* Brief
Transcription should be exact. Include all entries.

* Records for this exercise
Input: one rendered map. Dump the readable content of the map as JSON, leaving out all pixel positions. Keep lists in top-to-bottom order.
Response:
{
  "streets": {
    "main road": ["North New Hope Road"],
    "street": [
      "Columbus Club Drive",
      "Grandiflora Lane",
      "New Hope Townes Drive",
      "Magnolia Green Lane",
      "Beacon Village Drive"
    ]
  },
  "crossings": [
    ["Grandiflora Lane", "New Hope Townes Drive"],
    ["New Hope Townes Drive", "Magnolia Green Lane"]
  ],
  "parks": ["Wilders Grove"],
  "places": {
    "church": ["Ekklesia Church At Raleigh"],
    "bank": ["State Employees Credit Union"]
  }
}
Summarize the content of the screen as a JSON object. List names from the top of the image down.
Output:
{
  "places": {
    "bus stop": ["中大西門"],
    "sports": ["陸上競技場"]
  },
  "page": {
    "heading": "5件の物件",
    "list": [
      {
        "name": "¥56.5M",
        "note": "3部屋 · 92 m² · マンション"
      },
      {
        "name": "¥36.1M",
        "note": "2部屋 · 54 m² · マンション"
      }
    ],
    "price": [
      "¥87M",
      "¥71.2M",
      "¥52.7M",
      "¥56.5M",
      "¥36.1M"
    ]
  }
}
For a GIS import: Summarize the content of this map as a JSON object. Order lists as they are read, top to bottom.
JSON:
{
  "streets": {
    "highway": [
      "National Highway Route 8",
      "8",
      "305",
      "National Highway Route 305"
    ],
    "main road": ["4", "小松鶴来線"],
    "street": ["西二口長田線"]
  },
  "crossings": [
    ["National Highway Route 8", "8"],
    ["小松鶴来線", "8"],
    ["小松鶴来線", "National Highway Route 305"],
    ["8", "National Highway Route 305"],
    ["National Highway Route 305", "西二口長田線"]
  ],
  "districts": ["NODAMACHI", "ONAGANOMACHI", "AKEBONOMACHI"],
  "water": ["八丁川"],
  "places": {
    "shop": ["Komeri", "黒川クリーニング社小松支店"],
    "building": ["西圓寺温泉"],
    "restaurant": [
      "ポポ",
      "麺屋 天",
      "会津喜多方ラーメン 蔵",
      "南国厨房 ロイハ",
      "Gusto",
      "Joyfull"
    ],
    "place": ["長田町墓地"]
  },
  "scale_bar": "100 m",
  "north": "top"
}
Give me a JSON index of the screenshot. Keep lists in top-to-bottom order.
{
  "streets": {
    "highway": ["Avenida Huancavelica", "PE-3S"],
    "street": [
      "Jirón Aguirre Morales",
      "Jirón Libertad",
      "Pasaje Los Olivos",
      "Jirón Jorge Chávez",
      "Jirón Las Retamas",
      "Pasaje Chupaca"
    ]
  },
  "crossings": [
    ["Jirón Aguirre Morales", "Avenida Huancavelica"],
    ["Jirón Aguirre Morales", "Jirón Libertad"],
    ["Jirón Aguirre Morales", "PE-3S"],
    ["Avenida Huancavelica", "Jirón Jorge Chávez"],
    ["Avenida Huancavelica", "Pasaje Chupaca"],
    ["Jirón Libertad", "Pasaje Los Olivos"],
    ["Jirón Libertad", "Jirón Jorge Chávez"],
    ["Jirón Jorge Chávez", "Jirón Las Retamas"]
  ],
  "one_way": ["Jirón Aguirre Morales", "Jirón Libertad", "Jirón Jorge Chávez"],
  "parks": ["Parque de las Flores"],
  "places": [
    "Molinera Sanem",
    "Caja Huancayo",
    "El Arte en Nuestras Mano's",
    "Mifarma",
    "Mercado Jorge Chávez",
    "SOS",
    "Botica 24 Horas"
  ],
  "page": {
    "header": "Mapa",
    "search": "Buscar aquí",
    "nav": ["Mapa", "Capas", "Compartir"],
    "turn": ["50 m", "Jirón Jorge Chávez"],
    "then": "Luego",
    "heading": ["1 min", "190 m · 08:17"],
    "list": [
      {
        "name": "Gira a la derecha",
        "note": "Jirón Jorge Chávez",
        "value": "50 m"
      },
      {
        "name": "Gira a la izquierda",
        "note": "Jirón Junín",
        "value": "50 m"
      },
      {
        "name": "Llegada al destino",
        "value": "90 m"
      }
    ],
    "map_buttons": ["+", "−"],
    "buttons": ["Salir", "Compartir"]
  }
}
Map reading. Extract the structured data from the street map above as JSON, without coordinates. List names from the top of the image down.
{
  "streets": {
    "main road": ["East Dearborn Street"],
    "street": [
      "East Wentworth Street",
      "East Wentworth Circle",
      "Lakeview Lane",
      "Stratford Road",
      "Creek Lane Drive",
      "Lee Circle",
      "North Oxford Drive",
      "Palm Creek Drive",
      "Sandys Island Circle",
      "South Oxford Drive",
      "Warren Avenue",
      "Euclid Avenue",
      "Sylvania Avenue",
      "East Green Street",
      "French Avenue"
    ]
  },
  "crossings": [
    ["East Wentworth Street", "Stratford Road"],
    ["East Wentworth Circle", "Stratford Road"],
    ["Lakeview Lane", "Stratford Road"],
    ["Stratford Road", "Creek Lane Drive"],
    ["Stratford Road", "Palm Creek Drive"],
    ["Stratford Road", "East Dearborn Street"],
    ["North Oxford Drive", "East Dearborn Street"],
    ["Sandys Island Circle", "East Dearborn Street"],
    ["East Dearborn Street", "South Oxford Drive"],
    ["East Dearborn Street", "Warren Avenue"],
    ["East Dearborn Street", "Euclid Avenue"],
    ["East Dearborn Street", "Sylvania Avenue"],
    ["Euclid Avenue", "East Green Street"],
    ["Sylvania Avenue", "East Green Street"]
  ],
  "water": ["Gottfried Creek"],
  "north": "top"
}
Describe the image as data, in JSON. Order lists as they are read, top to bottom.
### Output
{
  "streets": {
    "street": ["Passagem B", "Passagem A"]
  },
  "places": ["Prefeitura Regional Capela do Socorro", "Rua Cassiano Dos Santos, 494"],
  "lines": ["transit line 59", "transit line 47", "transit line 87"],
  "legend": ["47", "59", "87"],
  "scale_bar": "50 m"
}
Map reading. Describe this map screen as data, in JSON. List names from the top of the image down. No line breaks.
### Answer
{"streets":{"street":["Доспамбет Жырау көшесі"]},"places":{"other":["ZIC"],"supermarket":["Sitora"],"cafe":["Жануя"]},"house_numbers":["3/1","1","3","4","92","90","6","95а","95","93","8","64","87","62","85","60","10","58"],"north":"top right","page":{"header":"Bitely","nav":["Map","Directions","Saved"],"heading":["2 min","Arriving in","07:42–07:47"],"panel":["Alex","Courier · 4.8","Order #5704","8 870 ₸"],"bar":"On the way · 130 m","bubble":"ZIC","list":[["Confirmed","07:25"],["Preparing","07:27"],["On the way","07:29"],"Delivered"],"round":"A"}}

* Result
Input: one rendered map. Dump the readable content of the map as JSON, leaving out all pixel positions. Keep lists in top-to-bottom order.
Response:
{
  "streets": {
    "main road": ["North New Hope Road"],
    "street": [
      "Columbus Club Drive",
      "Grandiflora Lane",
      "New Hope Townes Drive",
      "Magnolia Green Lane",
      "Beacon Village Drive"
    ]
  },
  "crossings": [
    ["Grandiflora Lane", "New Hope Townes Drive"],
    ["New Hope Townes Drive", "Magnolia Green Lane"]
  ],
  "parks": ["Wilders Grove"],
  "places": {
    "church": ["Ekklesia Church At Raleigh"],
    "bank": ["State Employees Credit Union"]
  }
}
Summarize the content of the screen as a JSON object. List names from the top of the image down.
Output:
{
  "places": {
    "bus stop": ["中大西門"],
    "sports": ["陸上競技場"]
  },
  "page": {
    "heading": "5件の物件",
    "list": [
      {
        "name": "¥56.5M",
        "note": "3部屋 · 92 m² · マンション"
      },
      {
        "name": "¥36.1M",
        "note": "2部屋 · 54 m² · マンション"
      }
    ],
    "price": [
      "¥87M",
      "¥71.2M",
      "¥52.7M",
      "¥56.5M",
      "¥36.1M"
    ]
  }
}
For a GIS import: Summarize the content of this map as a JSON object. Order lists as they are read, top to bottom.
JSON:
{
  "streets": {
    "highway": [
      "National Highway Route 8",
      "8",
      "305",
      "National Highway Route 305"
    ],
    "main road": ["4", "小松鶴来線"],
    "street": ["西二口長田線"]
  },
  "crossings": [
    ["National Highway Route 8", "8"],
    ["小松鶴来線", "8"],
    ["小松鶴来線", "National Highway Route 305"],
    ["8", "National Highway Route 305"],
    ["National Highway Route 305", "西二口長田線"]
  ],
  "districts": ["NODAMACHI", "ONAGANOMACHI", "AKEBONOMACHI"],
  "water": ["八丁川"],
  "places": {
    "shop": ["Komeri", "黒川クリーニング社小松支店"],
    "building": ["西圓寺温泉"],
    "restaurant": [
      "ポポ",
      "麺屋 天",
      "会津喜多方ラーメン 蔵",
      "南国厨房 ロイハ",
      "Gusto",
      "Joyfull"
    ],
    "place": ["長田町墓地"]
  },
  "scale_bar": "100 m",
  "north": "top"
}
Give me a JSON index of the screenshot. Keep lists in top-to-bottom order.
{
  "streets": {
    "highway": ["Avenida Huancavelica", "PE-3S"],
    "street": [
      "Jirón Aguirre Morales",
      "Jirón Libertad",
      "Pasaje Los Olivos",
      "Jirón Jorge Chávez",
      "Jirón Las Retamas",
      "Pasaje Chupaca"
    ]
  },
  "crossings": [
    ["Jirón Aguirre Morales", "Avenida Huancavelica"],
    ["Jirón Aguirre Morales", "Jirón Libertad"],
    ["Jirón Aguirre Morales", "PE-3S"],
    ["Avenida Huancavelica", "Jirón Jorge Chávez"],
    ["Avenida Huancavelica", "Pasaje Chupaca"],
    ["Jirón Libertad", "Pasaje Los Olivos"],
    ["Jirón Libertad", "Jirón Jorge Chávez"],
    ["Jirón Jorge Chávez", "Jirón Las Retamas"]
  ],
  "one_way": ["Jirón Aguirre Morales", "Jirón Libertad", "Jirón Jorge Chávez"],
  "parks": ["Parque de las Flores"],
  "places": [
    "Molinera Sanem",
    "Caja Huancayo",
    "El Arte en Nuestras Mano's",
    "Mifarma",
    "Mercado Jorge Chávez",
    "SOS",
    "Botica 24 Horas"
  ],
  "page": {
    "header": "Mapa",
    "search": "Buscar aquí",
    "nav": ["Mapa", "Capas", "Compartir"],
    "turn": ["50 m", "Jirón Jorge Chávez"],
    "then": "Luego",
    "heading": ["1 min", "190 m · 08:17"],
    "list": [
      {
        "name": "Gira a la derecha",
        "note": "Jirón Jorge Chávez",
        "value": "50 m"
      },
      {
        "name": "Gira a la izquierda",
        "note": "Jirón Junín",
        "value": "50 m"
      },
      {
        "name": "Llegada al destino",
        "value": "90 m"
      }
    ],
    "map_buttons": ["+", "−"],
    "buttons": ["Salir", "Compartir"]
  }
}
Map reading. Extract the structured data from the street map above as JSON, without coordinates. List names from the top of the image down.
{
  "streets": {
    "main road": ["East Dearborn Street"],
    "street": [
      "East Wentworth Street",
      "East Wentworth Circle",
      "Lakeview Lane",
      "Stratford Road",
      "Creek Lane Drive",
      "Lee Circle",
      "North Oxford Drive",
      "Palm Creek Drive",
      "Sandys Island Circle",
      "South Oxford Drive",
      "Warren Avenue",
      "Euclid Avenue",
      "Sylvania Avenue",
      "East Green Street",
      "French Avenue"
    ]
  },
  "crossings": [
    ["East Wentworth Street", "Stratford Road"],
    ["East Wentworth Circle", "Stratford Road"],
    ["Lakeview Lane", "Stratford Road"],
    ["Stratford Road", "Creek Lane Drive"],
    ["Stratford Road", "Palm Creek Drive"],
    ["Stratford Road", "East Dearborn Street"],
    ["North Oxford Drive", "East Dearborn Street"],
    ["Sandys Island Circle", "East Dearborn Street"],
    ["East Dearborn Street", "South Oxford Drive"],
    ["East Dearborn Street", "Warren Avenue"],
    ["East Dearborn Street", "Euclid Avenue"],
    ["East Dearborn Street", "Sylvania Avenue"],
    ["Euclid Avenue", "East Green Street"],
    ["Sylvania Avenue", "East Green Street"]
  ],
  "water": ["Gottfried Creek"],
  "north": "top"
}
Describe the image as data, in JSON. Order lists as they are read, top to bottom.
### Output
{
  "streets": {
    "street": ["Passagem B", "Passagem A"]
  },
  "places": ["Prefeitura Regional Capela do Socorro", "Rua Cassiano Dos Santos, 494"],
  "lines": ["transit line 59", "transit line 47", "transit line 87"],
  "legend": ["47", "59", "87"],
  "scale_bar": "50 m"
}
Map reading. Describe this map screen as data, in JSON. List names from the top of the image down. No line breaks.
### Answer
{"streets":{"street":["Доспамбет Жырау көшесі"]},"places":{"other":["ZIC"],"supermarket":["Sitora"],"cafe":["Жануя"]},"house_numbers":["3/1","1","3","4","92","90","6","95а","95","93","8","64","87","62","85","60","10","58"],"north":"top right","page":{"header":"Bitely","nav":["Map","Directions","Saved"],"heading":["2 min","Arriving in","07:42–07:47"],"panel":["Alex","Courier · 4.8","Order #5704","8 870 ₸"],"bar":"On the way · 130 m","bubble":"ZIC","list":[["Confirmed","07:25"],["Preparing","07:27"],["On the way","07:29"],"Delivered"],"round":"A"}}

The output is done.